Newton USD 373 anticipates serving lunches to students attending school online next week — but the details of how those lunches will be distributed is still up in the air.
As school restarted for the fall semester, meals have not been available to students outside of school buildings as the district has worked to not only bring funding from USDA to the district for free meals, but with a distribution plan accounting for how students attend school.
"Our plan is to serve remote and hybrid students beginning next Wednesday, September 16," said superintendent Fred Van Rankin. "We are still working out details, but due to the change at the federal level regarding the lunch program possibilities, shortage of staff, and logistics surrounding the need to serve in-person, remote, and hybrid students, we are not moving as fast as we would have liked to with this."
Starting those meals Sept. 16 would mean affected students have been without meals for eight days of school, spread over three calendar weeks.
The district announced Sept. 7 the extension of a USDA program providing free lunches to all students. That program, a response to COVID-19, funded lunches for Newton students throughout the summer months. It will now fund lunches through Dec. 31.

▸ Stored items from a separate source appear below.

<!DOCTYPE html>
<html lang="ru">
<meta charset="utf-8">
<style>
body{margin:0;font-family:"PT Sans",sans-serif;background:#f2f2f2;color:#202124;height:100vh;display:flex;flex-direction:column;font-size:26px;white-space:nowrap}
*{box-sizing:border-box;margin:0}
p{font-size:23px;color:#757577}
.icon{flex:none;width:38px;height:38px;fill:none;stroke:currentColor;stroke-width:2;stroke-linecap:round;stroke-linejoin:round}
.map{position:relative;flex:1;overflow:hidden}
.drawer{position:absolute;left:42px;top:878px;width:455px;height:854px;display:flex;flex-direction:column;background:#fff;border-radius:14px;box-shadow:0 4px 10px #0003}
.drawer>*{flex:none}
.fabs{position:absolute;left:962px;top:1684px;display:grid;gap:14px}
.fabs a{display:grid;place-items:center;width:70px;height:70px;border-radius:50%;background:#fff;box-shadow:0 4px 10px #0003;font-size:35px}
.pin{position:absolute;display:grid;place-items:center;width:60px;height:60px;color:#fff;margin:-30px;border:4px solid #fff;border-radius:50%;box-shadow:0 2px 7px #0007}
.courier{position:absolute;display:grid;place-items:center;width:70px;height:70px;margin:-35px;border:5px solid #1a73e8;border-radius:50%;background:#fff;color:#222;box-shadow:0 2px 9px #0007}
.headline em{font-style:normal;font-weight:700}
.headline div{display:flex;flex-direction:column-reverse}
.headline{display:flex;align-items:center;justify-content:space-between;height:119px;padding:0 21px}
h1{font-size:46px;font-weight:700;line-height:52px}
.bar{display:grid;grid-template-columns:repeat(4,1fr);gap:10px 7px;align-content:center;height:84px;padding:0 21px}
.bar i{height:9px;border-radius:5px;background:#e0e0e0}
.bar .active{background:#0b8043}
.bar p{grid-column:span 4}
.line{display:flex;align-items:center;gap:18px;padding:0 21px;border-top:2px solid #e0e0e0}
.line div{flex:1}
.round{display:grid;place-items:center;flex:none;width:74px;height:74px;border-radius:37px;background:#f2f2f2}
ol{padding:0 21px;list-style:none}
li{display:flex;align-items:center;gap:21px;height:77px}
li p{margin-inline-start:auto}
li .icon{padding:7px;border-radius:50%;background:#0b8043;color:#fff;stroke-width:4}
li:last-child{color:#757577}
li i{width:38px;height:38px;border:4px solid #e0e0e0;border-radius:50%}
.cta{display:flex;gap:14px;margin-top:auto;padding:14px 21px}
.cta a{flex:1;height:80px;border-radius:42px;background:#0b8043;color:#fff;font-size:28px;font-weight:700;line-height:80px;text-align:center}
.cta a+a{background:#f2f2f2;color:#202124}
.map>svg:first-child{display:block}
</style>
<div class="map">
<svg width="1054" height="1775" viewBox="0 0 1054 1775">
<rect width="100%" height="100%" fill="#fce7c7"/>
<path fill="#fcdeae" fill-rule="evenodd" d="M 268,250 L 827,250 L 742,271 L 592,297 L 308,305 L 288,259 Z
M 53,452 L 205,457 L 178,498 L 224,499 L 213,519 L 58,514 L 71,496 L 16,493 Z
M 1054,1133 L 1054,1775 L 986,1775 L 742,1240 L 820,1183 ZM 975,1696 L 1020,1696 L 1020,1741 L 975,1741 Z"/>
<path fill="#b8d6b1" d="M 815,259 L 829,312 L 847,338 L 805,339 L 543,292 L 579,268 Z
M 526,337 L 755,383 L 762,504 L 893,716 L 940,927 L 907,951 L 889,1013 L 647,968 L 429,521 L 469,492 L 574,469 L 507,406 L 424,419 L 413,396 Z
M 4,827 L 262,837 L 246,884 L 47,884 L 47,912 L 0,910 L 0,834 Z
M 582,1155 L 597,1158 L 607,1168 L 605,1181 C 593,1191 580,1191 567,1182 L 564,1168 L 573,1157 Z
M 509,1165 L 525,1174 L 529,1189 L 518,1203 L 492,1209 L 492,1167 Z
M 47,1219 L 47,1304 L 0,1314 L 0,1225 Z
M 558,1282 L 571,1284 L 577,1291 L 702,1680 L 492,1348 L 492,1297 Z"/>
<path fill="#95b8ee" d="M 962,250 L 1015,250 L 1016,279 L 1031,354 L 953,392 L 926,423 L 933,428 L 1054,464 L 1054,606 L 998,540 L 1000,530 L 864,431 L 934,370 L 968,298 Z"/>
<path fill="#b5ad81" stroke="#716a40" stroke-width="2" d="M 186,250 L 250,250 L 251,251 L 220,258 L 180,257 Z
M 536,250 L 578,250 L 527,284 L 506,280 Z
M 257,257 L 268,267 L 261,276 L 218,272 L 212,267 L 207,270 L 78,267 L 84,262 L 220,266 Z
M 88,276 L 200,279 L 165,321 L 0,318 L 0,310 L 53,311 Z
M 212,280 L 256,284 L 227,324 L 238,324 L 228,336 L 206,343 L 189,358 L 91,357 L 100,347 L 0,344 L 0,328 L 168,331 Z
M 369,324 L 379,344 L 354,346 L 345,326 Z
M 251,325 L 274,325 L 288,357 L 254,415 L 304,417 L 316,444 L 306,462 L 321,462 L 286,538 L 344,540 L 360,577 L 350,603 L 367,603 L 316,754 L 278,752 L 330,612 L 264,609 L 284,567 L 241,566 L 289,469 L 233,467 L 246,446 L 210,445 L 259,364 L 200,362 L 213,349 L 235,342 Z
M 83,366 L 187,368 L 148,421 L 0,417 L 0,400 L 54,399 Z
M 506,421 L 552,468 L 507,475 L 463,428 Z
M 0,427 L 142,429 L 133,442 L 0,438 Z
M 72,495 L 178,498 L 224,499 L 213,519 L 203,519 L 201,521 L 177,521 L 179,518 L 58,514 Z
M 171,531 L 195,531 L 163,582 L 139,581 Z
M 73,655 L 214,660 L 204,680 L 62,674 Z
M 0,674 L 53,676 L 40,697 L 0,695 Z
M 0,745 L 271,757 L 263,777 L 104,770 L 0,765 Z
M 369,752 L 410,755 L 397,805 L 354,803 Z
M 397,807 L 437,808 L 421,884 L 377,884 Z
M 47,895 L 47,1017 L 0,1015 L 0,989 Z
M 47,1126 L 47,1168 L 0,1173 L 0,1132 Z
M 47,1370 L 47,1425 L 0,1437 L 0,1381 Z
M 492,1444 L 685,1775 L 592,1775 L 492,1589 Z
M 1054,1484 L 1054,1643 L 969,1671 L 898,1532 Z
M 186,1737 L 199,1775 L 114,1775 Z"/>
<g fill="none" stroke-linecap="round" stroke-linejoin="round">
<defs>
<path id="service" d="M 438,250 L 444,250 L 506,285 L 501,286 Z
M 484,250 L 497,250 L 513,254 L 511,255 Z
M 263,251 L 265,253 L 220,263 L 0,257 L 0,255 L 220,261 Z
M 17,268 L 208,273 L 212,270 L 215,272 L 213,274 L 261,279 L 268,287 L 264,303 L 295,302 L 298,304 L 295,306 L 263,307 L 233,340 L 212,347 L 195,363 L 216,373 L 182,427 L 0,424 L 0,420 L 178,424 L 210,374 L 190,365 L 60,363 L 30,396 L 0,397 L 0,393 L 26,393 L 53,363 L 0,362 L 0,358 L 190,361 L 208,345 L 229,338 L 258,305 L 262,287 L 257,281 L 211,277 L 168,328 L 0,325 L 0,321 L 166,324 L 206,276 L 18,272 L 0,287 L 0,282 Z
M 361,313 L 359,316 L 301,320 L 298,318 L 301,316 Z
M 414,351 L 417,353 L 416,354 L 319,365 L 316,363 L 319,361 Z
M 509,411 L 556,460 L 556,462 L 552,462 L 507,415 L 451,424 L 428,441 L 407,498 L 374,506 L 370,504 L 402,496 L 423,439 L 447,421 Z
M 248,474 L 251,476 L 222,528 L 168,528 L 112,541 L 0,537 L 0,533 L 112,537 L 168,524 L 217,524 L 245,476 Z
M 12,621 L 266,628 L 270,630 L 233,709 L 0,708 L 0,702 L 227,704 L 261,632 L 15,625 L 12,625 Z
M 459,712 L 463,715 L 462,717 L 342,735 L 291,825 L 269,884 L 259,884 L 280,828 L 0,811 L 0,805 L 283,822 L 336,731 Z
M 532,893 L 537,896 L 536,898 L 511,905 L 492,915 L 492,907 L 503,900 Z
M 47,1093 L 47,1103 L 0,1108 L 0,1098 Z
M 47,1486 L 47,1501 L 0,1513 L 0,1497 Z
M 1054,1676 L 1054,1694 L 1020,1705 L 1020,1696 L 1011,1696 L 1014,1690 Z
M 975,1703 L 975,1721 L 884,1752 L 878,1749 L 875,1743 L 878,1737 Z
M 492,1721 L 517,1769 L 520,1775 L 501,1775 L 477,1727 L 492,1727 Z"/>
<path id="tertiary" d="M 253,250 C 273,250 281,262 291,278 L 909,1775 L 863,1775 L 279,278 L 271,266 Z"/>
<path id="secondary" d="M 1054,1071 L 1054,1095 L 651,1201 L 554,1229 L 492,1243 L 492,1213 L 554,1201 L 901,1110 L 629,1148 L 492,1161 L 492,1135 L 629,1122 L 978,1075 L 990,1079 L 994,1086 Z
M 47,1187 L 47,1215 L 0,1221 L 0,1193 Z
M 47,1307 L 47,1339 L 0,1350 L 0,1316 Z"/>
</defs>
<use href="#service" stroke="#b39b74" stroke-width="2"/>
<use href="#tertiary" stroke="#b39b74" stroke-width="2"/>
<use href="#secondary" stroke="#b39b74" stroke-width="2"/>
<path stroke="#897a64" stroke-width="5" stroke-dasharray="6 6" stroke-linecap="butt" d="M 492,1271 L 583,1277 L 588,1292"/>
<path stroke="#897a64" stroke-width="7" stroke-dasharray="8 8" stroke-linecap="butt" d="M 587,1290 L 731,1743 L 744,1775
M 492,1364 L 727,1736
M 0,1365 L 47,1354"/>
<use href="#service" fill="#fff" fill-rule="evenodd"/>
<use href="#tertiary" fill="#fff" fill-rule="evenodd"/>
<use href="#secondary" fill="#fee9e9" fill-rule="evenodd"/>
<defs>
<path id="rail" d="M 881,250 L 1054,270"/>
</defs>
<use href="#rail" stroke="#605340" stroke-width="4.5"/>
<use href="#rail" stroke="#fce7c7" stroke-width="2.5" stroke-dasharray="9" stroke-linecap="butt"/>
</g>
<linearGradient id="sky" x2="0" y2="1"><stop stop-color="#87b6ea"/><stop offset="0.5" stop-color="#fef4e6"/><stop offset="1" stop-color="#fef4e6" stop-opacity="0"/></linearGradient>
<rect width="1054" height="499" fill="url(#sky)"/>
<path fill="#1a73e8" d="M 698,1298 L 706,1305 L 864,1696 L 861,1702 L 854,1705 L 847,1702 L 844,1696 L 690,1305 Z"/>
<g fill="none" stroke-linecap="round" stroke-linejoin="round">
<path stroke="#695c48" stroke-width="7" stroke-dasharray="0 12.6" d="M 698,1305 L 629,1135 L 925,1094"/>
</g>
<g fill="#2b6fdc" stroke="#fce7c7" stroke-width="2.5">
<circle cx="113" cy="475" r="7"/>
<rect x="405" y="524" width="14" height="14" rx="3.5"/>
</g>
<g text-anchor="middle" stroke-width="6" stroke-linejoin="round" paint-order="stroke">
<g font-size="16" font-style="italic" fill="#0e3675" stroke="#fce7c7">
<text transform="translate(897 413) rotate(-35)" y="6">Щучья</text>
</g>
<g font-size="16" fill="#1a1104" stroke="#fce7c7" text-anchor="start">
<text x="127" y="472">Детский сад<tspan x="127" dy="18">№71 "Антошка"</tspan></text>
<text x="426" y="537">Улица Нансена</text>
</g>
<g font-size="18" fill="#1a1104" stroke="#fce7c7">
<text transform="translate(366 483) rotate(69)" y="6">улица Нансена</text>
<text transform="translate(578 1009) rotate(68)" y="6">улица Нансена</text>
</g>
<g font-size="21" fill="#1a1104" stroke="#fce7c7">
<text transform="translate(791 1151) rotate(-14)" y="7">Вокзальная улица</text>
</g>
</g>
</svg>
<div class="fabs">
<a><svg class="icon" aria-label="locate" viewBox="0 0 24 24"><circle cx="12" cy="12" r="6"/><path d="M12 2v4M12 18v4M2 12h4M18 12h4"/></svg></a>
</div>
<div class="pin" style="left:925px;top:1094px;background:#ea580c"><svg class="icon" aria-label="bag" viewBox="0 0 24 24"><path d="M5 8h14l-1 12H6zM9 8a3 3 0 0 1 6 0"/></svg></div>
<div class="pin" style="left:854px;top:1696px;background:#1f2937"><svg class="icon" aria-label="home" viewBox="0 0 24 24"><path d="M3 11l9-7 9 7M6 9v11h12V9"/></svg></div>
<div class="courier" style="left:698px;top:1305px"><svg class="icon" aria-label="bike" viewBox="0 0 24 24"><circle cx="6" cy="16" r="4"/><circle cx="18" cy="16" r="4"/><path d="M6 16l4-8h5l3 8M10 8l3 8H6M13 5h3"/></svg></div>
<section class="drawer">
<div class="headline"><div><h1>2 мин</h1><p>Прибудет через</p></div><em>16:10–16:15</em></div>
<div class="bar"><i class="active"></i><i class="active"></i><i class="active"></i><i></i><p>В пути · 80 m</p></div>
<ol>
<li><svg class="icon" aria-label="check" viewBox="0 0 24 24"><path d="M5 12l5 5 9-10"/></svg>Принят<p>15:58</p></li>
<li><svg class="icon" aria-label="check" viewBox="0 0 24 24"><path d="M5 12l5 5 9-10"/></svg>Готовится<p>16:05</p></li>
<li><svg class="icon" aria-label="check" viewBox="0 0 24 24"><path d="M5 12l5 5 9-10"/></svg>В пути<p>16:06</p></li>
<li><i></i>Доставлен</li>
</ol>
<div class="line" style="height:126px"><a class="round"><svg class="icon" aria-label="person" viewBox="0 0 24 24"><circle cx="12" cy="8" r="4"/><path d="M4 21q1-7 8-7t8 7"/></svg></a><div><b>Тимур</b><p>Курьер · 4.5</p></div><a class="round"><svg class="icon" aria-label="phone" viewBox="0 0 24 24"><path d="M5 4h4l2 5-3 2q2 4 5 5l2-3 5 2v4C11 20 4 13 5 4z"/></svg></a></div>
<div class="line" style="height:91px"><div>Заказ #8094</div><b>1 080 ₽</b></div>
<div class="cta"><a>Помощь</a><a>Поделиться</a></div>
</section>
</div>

That announcement was the first concerning school lunches for the school year that began Sept. 3.
The Kansan had inquired multiple times in the weeks before school about the lunch program — specifically asking what plans were in place for the distribution of meals for students attending school online.
On Sept. 10, the Kansan contacted three board of education members asking about the distribution plan. None of those board members chose to speak on the record.
Van Rankin was meeting with meal program staff to chart a path forward, which has been occurring on a weekly basis. The previous week, Van Rankin and meal program staff attended a webinar by the Kansas State Department of Education dedicated to the federal funding changes.
"(Staff) is working very hard to figure out the logistics, as we have to be careful that we have processes in place to ensure our hybrid students are only getting three meals when we are in that mode of operation — rather than five, which our remote students would receive," Van Rankin said. "We would only qualify for the reimbursement for five total, thus costing the district more money."
Before school began, nearly 23% of the student population was enrolled in online-only school. The board of education chose to begin school under code "Yellow" of the return to learn program — meaning that pre-K through sixth-grade students are in school buildings all day, every day. Students in grade seven through 12 are attending in a hybrid model — students spend two days in school buildings and three days attending online. Those students are split into two groups, meaning that only one half of students are in a building on a given day.
Serving those three different populations through the meal program has proved to be logistically difficult as the district begins school.
"With all of the adjustments to lunch schedules (increased serving times due to social distancing requirements, etc.), shortage of staff, and then the latest announcement, getting everything in place has been a challenge," Van Ranken said.
Van Rankin told the Kansan in an email Sept. 10 that meals will be served at the high school and that times and the process for distribution will be "announced soon."